Weekly Webcrawl: What science was doing while I was being cold
Phew! It’s been a busy week in the sclogosphere (that’s my new term for the science blog world). Here are some highlights:
- The NIH moved to retire the majority of chimps from research programs, going from 450 animals to 50. Also this week: an Expeditions post from Maureen McCarthy, who studies the behavioral ecology and genetics of chimps living in fragmented forest habitats in Uganda.

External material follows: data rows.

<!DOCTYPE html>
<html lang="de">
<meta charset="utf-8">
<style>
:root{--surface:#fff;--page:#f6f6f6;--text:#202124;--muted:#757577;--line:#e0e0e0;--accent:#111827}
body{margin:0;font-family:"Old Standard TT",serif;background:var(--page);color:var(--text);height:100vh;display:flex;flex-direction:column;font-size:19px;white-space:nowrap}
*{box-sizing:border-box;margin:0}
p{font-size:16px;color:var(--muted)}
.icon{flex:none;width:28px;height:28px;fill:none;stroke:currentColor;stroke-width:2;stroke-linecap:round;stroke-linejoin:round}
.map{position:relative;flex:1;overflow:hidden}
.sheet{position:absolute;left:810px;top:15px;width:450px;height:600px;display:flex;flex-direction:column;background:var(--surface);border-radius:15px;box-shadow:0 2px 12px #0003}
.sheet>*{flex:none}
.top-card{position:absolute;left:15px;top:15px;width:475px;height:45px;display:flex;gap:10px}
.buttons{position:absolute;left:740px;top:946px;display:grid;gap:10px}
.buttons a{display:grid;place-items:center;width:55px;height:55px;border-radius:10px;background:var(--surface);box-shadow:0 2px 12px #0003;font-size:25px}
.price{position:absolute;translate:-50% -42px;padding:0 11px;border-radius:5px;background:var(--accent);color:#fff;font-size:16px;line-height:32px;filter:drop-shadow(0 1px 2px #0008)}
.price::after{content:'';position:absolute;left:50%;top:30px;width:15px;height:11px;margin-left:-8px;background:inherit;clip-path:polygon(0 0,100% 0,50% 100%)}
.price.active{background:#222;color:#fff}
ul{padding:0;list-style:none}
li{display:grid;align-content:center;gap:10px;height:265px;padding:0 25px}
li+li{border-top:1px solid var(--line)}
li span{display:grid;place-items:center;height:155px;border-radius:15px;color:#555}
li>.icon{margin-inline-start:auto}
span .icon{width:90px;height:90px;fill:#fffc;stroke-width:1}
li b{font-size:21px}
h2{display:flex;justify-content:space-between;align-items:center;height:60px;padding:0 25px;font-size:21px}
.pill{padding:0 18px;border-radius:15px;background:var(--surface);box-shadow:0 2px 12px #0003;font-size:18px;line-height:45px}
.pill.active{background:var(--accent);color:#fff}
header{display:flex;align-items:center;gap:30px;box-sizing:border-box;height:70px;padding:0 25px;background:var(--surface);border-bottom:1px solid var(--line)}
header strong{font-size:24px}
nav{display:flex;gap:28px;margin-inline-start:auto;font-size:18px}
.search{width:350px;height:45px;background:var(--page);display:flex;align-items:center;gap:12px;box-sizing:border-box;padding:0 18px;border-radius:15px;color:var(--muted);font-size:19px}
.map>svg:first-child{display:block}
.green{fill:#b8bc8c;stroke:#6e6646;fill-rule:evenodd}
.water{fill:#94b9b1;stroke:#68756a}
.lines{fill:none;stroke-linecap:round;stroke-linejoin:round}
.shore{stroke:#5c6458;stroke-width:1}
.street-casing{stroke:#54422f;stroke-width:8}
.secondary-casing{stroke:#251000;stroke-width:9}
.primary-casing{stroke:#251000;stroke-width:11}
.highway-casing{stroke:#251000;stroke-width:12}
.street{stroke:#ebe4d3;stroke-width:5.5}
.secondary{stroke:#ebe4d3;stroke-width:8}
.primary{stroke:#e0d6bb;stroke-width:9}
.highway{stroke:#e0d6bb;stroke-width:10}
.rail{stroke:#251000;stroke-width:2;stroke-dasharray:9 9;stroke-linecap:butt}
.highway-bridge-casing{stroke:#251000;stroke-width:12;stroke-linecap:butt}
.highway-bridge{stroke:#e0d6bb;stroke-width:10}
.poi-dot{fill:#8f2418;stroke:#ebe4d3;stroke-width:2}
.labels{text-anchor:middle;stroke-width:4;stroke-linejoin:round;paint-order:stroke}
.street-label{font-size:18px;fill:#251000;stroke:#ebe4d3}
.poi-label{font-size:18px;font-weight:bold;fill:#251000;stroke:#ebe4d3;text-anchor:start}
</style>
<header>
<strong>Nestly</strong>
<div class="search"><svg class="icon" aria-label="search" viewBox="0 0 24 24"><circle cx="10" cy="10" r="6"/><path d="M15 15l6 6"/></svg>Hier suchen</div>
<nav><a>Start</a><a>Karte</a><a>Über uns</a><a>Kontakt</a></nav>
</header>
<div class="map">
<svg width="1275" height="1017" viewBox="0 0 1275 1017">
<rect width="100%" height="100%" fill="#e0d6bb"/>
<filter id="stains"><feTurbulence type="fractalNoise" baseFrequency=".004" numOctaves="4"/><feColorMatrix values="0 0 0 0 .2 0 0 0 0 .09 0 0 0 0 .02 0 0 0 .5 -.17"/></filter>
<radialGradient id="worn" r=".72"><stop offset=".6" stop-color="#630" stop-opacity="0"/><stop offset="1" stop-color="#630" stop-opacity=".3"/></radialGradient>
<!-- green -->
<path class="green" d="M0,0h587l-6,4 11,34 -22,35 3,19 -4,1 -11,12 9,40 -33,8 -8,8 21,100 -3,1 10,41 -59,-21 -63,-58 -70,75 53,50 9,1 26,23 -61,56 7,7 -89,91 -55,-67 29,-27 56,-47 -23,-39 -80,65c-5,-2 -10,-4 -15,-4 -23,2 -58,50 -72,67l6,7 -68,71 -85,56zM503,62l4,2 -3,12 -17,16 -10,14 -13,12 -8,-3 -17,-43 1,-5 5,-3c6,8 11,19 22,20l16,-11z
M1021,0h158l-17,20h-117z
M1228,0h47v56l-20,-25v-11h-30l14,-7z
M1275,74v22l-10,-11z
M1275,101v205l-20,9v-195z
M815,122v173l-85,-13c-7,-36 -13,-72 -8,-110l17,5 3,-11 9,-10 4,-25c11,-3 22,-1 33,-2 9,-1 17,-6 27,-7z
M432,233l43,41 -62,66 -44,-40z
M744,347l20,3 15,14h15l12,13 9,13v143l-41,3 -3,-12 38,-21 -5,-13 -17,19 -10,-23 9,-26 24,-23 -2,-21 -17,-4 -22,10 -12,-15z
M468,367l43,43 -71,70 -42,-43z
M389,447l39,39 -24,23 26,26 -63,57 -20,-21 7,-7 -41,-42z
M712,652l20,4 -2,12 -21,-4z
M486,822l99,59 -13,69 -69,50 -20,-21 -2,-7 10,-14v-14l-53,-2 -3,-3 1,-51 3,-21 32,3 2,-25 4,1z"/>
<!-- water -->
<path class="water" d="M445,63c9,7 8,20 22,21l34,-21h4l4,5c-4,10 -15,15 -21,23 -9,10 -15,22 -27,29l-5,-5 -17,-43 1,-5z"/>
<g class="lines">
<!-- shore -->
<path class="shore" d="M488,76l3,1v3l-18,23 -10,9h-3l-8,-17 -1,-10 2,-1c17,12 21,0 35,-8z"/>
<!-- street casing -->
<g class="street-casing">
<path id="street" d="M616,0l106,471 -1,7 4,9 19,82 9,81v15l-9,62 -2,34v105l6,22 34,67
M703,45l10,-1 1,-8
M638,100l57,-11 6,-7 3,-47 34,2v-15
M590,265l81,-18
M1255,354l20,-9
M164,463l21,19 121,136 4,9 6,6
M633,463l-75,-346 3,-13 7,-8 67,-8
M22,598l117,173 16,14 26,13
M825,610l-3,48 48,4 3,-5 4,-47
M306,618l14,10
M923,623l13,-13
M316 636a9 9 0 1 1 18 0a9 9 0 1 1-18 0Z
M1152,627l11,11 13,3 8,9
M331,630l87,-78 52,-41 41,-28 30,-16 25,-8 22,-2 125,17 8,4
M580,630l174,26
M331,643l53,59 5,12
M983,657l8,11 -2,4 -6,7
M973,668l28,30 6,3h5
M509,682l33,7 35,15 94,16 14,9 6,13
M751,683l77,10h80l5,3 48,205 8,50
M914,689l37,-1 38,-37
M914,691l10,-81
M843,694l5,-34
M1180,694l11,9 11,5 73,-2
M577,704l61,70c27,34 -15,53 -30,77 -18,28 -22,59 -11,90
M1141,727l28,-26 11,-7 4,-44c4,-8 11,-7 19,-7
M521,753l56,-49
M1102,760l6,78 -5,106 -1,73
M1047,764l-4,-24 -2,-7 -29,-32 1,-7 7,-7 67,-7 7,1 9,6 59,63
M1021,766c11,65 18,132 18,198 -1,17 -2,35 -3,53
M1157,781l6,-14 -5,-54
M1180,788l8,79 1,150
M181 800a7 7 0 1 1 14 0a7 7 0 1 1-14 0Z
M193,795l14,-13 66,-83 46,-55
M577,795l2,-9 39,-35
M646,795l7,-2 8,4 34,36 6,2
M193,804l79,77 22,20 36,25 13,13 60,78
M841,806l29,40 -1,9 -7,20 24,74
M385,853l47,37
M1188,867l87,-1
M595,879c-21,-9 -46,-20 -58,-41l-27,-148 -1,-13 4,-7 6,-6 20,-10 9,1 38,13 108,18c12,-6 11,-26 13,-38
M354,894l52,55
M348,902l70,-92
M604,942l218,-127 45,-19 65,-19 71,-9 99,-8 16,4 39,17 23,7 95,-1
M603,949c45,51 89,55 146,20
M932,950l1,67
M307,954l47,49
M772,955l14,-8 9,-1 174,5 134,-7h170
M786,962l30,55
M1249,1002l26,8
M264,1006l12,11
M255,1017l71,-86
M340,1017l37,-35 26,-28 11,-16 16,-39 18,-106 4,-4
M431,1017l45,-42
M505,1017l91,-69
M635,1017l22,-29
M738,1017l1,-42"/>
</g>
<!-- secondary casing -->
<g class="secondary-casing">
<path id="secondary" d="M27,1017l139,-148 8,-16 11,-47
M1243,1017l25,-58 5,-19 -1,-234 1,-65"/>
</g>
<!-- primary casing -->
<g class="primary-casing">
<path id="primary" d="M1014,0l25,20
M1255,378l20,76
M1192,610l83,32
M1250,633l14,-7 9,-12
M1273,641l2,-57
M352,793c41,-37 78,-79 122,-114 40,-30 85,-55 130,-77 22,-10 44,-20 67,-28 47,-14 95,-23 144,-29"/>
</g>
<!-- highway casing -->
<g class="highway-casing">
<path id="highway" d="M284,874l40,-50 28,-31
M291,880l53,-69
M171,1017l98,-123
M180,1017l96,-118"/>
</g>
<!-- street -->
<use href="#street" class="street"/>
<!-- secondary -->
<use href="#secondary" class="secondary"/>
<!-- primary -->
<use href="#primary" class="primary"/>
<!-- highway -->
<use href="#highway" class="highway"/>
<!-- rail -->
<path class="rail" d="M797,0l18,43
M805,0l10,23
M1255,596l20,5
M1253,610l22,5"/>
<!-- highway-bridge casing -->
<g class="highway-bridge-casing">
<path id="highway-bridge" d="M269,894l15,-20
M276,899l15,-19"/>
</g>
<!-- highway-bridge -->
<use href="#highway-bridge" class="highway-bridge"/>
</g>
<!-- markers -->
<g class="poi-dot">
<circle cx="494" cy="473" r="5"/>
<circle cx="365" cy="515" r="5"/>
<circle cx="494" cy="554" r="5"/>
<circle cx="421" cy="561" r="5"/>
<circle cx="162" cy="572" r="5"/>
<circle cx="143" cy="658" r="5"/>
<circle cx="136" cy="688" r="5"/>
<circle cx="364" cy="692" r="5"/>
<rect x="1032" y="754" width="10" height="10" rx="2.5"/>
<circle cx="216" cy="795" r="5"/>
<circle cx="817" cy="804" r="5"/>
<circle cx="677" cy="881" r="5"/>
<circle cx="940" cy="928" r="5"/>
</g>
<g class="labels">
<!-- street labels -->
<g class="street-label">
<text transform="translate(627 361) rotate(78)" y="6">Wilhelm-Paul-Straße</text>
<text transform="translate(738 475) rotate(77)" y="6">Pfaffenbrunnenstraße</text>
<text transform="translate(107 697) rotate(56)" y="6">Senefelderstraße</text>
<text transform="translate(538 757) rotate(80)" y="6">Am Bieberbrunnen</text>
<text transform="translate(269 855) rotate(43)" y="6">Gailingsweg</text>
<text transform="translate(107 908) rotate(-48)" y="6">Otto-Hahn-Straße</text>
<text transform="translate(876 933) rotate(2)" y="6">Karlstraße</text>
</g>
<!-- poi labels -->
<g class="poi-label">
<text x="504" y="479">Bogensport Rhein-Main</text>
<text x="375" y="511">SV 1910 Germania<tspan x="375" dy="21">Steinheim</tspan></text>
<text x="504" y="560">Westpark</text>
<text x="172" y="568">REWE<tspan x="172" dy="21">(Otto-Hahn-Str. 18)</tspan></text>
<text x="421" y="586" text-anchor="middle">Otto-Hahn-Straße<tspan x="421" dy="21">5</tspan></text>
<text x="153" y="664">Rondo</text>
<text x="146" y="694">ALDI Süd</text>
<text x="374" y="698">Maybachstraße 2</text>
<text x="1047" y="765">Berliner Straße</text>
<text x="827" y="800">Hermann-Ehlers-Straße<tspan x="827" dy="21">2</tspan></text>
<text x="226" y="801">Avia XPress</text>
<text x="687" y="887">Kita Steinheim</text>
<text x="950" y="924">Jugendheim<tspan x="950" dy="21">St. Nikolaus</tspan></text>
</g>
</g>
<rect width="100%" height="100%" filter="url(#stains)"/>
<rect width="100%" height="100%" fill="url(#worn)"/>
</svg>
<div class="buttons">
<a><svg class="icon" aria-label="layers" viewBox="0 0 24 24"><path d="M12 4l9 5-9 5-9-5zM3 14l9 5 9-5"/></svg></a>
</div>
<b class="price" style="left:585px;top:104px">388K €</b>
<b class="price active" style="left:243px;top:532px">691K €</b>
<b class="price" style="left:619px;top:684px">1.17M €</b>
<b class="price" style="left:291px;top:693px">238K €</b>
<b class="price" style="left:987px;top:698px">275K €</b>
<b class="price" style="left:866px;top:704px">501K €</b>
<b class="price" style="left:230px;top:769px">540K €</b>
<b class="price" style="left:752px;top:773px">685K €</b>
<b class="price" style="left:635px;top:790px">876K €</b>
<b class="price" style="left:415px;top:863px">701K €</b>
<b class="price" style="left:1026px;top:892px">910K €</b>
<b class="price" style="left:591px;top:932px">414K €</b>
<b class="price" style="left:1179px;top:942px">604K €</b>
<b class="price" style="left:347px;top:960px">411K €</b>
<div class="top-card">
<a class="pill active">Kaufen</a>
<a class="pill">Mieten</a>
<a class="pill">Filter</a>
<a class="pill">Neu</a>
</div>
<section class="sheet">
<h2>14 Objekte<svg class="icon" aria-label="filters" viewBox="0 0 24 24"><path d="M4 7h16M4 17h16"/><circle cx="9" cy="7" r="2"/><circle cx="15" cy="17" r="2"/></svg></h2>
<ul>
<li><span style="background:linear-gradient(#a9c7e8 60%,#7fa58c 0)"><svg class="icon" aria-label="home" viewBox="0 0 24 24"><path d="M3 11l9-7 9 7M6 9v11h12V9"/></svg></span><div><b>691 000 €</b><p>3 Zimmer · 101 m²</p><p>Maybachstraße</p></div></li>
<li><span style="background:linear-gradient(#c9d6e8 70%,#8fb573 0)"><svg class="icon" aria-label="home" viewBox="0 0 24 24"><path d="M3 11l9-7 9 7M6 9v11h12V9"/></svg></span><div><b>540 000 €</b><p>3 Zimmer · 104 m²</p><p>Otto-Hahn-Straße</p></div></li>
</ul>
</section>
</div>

- Northeastern chemistry professor Sanjeev Mukerjee discusses the problems with Boeing’s 787 lithium ion batteries in a New York Times article and his collaborator, research professor KM Abraham, explains the science behind the battery failures in Wired: they are extremely lightweight to help maximize the fuel efficiency of the overall aircraft, but this is also precisely what’s been causing them to catch fire.
- Memory! All alone in the moonlight…. Turns out it’s hard to give old brains new memories not because they’re bad at remembering but because they’re already so stuffed. After all, memories are expensive, at least in terms of energy. When they’re starved for energy, flies stop making long term memories all together, says Ed Yong. Also on the radar: Hunger is a memory trick and distractions disrupt our short term memory, causing us to make more mistakes with what we’re doing at the moment.
- On Tuesday, Deep Space Industries announced it’s going to start mining asteroids using equipment 3D-printed in space. The dung beetle, insect astronomer, will see it all happening from afar, even if it doesn’t have a robot camera to get beautiful up-close pictures of it.
- Males commit science fraud more often than females. The end.
- We each have a smell-fingerprint, so to speak. Unlike the convoluted mess of wrinkles on the pad of your pointer, we’re very good at distinguishing our unique smell from those around us.
- Father-son mathema-sculputure team is trying to determine what 3D objects are possible using only the folds and creases of origami. In California, students folded up 50,000 business cards in an effort to understand fractals.
- They did it! They got all of Shakespeare’s Sonnets onto a tiny fragment of DNA. They also found a 4-stranded DNA molecule in living cells. Cool.
- Some take away’s from Virginia Hughes’ story on dog genetics: 1. I can stop spending so much money on dog food. 2. Dogs differ from wolves in both belly and brain.
- A great post from Robert Krulwhich about Geoffrey West’s theory that an organisms’ lifespan is determined by its size. Don’t miss the heated debate in the comments and Krulwhich’s response. Also, the most beautiful gifs you’ve ever seen!
- There’s beauty in math and chemistry both. So why are we so chemophobic?
- Christy Gelling writes about some curious birds in New Zealand that are too smart for their own good: it’s giving them lead poisoning.
- Adorable dolphin with “peculiar spinal shape” taken under the fins of sperm whales: feel good story of the week.